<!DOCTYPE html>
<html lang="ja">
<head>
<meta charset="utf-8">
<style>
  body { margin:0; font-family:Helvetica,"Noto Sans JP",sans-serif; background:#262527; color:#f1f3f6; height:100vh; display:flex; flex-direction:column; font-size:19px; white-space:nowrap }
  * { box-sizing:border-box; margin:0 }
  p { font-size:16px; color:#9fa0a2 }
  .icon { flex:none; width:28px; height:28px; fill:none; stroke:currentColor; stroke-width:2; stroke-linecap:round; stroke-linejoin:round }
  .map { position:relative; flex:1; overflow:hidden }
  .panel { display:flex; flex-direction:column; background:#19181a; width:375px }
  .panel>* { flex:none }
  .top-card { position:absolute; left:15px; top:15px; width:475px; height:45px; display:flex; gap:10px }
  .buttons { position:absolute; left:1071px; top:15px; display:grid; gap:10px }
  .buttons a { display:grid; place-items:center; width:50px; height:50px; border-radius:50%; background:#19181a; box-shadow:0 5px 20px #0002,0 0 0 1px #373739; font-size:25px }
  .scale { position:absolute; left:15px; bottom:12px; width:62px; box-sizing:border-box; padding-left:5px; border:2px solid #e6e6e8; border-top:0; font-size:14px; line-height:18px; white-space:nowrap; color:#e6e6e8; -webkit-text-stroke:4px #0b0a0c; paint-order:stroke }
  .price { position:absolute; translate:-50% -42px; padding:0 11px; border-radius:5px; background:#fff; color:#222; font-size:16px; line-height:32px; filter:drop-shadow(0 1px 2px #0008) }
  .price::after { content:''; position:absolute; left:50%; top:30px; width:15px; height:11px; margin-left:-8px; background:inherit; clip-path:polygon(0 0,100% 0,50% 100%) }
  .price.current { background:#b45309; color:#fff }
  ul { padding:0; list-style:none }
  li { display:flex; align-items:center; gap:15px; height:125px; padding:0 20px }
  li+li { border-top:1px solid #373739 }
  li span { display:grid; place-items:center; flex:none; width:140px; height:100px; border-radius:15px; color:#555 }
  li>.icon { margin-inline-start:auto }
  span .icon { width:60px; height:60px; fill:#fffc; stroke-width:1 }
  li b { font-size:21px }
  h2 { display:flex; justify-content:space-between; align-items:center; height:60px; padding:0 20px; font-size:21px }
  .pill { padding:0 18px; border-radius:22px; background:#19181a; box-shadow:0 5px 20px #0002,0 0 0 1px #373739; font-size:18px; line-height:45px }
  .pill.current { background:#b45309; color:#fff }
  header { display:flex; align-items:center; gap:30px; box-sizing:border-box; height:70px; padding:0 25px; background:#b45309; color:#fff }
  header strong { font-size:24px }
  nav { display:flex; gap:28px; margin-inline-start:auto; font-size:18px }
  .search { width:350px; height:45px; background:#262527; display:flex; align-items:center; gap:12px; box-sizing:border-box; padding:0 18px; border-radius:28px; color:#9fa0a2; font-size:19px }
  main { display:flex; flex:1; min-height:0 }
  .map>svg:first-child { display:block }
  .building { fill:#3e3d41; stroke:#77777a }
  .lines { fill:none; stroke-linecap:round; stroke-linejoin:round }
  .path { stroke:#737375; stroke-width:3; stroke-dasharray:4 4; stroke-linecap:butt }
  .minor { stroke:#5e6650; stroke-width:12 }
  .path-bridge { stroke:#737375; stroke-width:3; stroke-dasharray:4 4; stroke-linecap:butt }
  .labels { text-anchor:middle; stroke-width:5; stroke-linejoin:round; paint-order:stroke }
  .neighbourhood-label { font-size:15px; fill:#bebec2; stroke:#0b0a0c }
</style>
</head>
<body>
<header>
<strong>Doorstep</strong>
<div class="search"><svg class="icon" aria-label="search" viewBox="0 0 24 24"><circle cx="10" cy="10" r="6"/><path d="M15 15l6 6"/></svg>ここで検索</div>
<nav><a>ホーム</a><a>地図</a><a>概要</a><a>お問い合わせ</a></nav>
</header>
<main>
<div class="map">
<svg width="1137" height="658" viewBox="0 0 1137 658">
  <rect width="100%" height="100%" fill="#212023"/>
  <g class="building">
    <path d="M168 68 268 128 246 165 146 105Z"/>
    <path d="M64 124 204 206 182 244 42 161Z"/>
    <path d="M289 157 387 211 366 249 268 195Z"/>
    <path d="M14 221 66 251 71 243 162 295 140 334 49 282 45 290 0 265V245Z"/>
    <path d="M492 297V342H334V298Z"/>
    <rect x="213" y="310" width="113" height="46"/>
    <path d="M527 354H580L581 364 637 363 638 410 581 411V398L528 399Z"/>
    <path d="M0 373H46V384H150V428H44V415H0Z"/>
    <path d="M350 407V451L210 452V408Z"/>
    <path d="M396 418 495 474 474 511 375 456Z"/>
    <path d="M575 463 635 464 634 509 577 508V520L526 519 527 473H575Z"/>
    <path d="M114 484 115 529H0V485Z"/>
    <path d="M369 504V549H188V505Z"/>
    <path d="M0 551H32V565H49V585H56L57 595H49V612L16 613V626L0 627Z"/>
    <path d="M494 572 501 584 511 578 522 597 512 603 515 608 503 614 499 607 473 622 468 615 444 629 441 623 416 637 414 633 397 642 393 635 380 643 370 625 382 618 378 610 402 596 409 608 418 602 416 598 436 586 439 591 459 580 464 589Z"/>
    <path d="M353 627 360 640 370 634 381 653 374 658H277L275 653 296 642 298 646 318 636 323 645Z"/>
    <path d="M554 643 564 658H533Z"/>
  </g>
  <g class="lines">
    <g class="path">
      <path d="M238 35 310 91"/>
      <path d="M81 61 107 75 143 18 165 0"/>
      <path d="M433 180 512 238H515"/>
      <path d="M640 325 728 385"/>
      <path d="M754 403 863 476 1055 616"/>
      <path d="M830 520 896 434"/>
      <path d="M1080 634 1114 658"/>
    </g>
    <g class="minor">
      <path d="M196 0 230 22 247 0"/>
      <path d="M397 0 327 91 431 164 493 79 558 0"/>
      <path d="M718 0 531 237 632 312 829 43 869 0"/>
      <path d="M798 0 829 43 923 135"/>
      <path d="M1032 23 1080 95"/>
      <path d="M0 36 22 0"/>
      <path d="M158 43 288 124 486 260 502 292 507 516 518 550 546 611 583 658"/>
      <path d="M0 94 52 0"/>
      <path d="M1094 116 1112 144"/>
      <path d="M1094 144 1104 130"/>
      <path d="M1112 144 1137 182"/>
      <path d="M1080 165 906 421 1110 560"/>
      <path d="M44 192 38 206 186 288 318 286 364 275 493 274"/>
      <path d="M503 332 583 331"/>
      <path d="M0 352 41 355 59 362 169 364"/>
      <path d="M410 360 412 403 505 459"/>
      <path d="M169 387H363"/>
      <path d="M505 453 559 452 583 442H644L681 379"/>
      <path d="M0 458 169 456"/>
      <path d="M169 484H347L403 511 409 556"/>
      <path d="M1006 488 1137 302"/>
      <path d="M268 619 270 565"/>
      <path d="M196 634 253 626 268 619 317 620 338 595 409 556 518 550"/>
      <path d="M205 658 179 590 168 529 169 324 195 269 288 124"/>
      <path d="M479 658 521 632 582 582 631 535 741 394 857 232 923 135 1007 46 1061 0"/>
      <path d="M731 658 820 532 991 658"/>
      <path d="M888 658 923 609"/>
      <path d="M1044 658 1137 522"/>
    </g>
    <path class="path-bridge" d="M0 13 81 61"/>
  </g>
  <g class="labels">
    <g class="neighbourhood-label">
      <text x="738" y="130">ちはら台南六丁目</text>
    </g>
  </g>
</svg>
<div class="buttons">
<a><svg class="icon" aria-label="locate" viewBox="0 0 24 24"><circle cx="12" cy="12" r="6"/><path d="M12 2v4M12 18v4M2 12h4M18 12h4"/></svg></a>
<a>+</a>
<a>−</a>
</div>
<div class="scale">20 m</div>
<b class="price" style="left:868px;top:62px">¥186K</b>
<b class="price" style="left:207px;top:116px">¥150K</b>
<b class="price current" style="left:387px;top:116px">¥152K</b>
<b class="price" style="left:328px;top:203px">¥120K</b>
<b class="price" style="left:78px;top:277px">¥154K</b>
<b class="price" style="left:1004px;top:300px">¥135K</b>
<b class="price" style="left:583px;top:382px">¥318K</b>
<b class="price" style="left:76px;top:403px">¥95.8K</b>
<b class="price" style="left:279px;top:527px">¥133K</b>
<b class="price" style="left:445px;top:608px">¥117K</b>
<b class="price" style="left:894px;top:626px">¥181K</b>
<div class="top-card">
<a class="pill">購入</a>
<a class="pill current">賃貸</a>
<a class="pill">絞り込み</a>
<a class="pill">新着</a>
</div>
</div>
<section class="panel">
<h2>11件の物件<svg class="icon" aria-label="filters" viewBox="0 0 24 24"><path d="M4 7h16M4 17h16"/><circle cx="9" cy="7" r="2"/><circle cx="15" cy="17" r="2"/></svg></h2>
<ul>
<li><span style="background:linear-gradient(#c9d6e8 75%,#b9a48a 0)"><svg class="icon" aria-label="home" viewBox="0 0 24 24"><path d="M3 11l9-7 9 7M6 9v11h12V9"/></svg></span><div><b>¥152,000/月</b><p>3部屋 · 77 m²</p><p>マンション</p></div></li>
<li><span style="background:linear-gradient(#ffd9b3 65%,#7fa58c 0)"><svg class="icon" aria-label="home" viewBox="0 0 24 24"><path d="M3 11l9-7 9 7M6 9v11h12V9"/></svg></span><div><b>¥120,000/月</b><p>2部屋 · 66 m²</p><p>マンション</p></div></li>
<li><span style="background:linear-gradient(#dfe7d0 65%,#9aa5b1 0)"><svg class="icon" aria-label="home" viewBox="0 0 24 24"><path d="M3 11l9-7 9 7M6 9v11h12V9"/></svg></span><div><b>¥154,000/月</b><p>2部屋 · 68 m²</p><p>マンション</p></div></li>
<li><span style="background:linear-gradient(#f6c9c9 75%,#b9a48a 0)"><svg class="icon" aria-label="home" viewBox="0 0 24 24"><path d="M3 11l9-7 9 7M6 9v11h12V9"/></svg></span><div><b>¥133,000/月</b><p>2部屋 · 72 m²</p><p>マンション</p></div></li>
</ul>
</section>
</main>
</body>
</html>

==

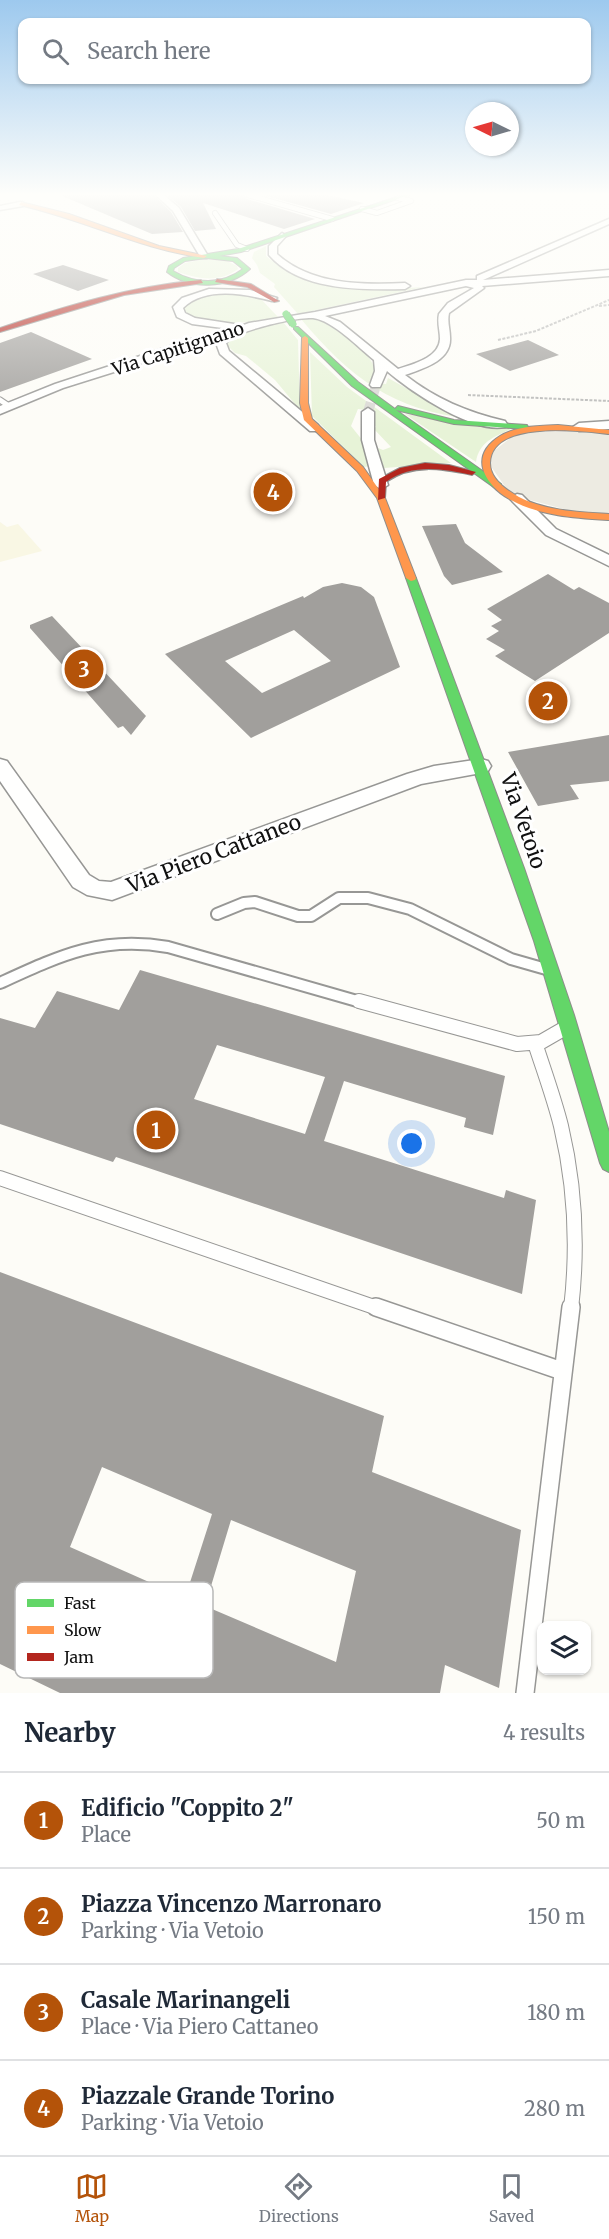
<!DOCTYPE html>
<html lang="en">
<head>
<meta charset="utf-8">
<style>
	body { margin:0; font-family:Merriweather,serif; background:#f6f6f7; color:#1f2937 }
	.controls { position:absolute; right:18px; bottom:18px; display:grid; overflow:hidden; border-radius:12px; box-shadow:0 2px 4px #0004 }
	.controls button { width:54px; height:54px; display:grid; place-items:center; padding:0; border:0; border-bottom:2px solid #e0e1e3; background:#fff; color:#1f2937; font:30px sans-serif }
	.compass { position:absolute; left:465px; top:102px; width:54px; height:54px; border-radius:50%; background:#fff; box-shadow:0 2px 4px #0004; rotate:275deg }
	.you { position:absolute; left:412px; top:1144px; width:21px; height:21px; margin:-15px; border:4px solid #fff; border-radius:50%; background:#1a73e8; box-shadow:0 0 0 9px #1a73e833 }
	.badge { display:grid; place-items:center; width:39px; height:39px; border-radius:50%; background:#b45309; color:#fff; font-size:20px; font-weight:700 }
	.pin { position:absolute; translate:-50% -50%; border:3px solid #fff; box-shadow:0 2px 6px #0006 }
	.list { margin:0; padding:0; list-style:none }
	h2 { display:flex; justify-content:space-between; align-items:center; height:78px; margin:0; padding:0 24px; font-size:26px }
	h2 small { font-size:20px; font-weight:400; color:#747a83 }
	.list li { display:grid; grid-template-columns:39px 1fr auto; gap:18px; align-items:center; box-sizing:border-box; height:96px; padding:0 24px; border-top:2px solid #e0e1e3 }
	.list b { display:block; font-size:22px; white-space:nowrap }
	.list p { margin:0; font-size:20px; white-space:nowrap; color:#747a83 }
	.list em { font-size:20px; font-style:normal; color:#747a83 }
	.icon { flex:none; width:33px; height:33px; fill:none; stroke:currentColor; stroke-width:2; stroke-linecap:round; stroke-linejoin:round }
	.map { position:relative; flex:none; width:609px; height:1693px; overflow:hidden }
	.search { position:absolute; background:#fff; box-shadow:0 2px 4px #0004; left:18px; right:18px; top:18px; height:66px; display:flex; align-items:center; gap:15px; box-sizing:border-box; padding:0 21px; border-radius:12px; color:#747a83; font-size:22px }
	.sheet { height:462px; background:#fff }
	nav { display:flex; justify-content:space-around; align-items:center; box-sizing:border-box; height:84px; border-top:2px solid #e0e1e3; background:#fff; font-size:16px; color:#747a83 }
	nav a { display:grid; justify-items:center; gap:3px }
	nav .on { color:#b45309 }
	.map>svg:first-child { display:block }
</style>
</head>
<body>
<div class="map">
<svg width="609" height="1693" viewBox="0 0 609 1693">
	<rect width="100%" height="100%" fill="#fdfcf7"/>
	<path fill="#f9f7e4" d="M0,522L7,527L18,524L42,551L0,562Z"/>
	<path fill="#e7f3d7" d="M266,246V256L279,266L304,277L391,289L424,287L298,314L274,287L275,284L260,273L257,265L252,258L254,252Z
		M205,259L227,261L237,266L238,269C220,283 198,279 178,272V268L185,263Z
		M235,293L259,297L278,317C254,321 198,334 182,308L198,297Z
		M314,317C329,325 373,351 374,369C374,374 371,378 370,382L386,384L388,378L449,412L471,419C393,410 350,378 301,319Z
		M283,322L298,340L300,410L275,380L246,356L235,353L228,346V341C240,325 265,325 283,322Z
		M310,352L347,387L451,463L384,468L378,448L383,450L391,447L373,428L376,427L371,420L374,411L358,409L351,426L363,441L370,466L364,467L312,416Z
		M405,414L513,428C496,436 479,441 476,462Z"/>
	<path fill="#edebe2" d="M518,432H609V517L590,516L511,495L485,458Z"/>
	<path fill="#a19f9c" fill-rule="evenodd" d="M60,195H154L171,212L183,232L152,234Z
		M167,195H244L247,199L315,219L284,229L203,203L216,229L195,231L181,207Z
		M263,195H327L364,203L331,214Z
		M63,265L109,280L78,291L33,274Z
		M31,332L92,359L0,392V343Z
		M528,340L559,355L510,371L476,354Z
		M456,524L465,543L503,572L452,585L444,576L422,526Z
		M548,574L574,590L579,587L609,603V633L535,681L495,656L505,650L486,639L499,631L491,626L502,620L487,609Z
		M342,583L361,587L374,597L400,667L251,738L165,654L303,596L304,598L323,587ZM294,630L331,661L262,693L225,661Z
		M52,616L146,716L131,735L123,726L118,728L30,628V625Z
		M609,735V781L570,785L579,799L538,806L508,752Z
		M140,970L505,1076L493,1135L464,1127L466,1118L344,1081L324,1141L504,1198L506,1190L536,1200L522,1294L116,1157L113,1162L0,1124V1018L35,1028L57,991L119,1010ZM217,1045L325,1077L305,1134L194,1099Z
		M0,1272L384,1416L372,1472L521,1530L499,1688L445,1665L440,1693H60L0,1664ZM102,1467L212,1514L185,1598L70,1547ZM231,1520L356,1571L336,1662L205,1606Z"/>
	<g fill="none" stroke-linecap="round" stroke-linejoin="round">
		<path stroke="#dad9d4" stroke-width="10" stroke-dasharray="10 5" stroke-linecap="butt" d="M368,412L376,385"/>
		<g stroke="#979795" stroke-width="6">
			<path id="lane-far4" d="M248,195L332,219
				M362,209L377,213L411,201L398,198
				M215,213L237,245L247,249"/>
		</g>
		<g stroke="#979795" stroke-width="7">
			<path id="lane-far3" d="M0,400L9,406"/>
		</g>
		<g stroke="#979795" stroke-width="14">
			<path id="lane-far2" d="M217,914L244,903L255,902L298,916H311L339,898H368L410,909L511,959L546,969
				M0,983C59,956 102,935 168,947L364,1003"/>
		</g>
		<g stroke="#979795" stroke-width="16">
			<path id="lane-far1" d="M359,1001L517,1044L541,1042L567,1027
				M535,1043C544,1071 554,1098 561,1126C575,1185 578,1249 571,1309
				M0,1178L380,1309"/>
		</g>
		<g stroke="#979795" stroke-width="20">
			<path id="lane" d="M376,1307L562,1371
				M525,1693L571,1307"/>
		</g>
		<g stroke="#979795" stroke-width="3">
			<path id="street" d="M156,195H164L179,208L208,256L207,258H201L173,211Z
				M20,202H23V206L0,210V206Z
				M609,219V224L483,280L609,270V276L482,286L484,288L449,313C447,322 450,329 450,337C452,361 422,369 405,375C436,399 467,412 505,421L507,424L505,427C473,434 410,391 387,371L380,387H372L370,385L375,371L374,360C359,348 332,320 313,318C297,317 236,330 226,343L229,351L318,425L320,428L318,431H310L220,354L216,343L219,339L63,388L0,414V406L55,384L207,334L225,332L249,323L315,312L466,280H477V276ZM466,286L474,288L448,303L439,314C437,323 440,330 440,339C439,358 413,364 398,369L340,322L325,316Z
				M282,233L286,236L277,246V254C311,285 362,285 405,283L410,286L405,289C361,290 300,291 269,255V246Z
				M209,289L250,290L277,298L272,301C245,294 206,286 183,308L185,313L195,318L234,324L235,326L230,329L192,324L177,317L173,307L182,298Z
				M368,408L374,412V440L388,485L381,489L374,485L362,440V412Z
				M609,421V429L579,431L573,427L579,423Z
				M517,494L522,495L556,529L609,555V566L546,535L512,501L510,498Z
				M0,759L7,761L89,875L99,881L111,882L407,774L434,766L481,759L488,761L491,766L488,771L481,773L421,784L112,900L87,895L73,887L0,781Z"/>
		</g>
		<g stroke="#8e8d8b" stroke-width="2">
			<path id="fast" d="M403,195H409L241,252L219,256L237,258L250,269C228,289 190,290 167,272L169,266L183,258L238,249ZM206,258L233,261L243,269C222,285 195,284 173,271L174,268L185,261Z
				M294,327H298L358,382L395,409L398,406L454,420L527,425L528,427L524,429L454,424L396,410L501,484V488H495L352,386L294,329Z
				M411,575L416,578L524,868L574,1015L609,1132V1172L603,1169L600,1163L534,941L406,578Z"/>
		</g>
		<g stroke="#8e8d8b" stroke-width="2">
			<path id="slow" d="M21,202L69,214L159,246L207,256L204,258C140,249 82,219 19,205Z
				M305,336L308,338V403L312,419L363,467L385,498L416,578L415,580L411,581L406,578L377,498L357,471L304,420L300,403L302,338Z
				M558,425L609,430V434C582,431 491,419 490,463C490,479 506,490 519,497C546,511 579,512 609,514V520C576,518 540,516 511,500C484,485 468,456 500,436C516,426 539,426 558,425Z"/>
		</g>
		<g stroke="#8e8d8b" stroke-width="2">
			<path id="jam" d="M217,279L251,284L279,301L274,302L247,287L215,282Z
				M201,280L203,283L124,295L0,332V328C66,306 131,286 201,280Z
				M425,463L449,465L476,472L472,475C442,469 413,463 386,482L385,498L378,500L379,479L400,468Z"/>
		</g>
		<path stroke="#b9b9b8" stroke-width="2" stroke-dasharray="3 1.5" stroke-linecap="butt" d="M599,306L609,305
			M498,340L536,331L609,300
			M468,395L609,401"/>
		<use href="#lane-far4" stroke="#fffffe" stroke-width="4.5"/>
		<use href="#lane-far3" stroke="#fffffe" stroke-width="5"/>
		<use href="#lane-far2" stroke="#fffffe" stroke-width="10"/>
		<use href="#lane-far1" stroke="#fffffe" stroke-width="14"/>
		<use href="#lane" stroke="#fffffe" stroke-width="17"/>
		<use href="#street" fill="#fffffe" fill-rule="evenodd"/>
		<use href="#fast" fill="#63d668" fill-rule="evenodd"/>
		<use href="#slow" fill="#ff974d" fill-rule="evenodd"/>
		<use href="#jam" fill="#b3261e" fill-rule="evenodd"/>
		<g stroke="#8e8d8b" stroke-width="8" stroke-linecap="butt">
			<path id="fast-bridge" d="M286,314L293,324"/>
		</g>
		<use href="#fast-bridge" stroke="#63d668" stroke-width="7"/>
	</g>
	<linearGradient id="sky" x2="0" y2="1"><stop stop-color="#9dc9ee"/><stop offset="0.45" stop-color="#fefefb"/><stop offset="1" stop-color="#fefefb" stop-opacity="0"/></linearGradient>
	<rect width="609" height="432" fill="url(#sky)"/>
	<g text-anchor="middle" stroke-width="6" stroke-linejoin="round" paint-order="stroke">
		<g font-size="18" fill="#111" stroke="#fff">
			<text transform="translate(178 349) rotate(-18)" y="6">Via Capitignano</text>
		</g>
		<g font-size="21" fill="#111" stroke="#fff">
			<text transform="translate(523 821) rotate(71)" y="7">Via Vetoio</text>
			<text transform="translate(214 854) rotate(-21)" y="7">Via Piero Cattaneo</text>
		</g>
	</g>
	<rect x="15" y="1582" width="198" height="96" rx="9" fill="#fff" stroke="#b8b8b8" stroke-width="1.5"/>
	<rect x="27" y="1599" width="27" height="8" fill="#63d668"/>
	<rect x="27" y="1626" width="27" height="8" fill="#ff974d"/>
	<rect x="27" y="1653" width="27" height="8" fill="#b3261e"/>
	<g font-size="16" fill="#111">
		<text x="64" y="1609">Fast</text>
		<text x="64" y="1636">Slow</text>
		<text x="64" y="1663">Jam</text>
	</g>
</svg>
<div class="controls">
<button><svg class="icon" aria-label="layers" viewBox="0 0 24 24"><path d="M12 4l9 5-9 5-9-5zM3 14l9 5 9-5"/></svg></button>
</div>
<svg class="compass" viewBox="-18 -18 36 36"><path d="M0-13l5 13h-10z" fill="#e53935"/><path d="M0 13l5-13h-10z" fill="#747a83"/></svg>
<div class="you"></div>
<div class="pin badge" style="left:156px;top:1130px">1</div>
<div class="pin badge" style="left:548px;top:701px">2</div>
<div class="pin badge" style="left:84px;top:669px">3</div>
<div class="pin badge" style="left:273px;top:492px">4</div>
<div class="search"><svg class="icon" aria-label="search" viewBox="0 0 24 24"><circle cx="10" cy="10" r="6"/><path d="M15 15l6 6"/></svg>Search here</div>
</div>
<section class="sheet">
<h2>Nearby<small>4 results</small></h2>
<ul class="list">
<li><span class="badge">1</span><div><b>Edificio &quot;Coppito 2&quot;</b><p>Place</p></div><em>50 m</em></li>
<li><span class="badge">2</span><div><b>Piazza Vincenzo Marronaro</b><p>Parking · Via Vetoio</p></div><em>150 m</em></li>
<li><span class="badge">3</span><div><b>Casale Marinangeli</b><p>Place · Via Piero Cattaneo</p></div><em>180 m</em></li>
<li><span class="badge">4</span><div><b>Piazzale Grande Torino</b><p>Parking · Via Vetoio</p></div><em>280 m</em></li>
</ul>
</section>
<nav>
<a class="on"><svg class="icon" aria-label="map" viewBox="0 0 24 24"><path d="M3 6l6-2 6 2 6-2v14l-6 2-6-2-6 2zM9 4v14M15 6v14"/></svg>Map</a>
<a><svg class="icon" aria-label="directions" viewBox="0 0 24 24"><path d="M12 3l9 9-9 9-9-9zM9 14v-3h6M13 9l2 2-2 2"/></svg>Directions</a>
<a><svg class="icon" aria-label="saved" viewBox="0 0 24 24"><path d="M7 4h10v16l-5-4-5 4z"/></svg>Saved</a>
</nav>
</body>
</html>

YOUR OBJECTIVE
Among the lines above, please find those with "scale" and copy them.

TASK RESPONSE
  .scale { position:absolute; left:15px; bottom:12px; width:62px; box-sizing:border-box; padding-left:5px; border:2px solid #e6e6e8; border-top:0; font-size:14px; line-height:18px; white-space:nowrap; color:#e6e6e8; -webkit-text-stroke:4px #0b0a0c; paint-order:stroke }
<div class="scale">20 m</div>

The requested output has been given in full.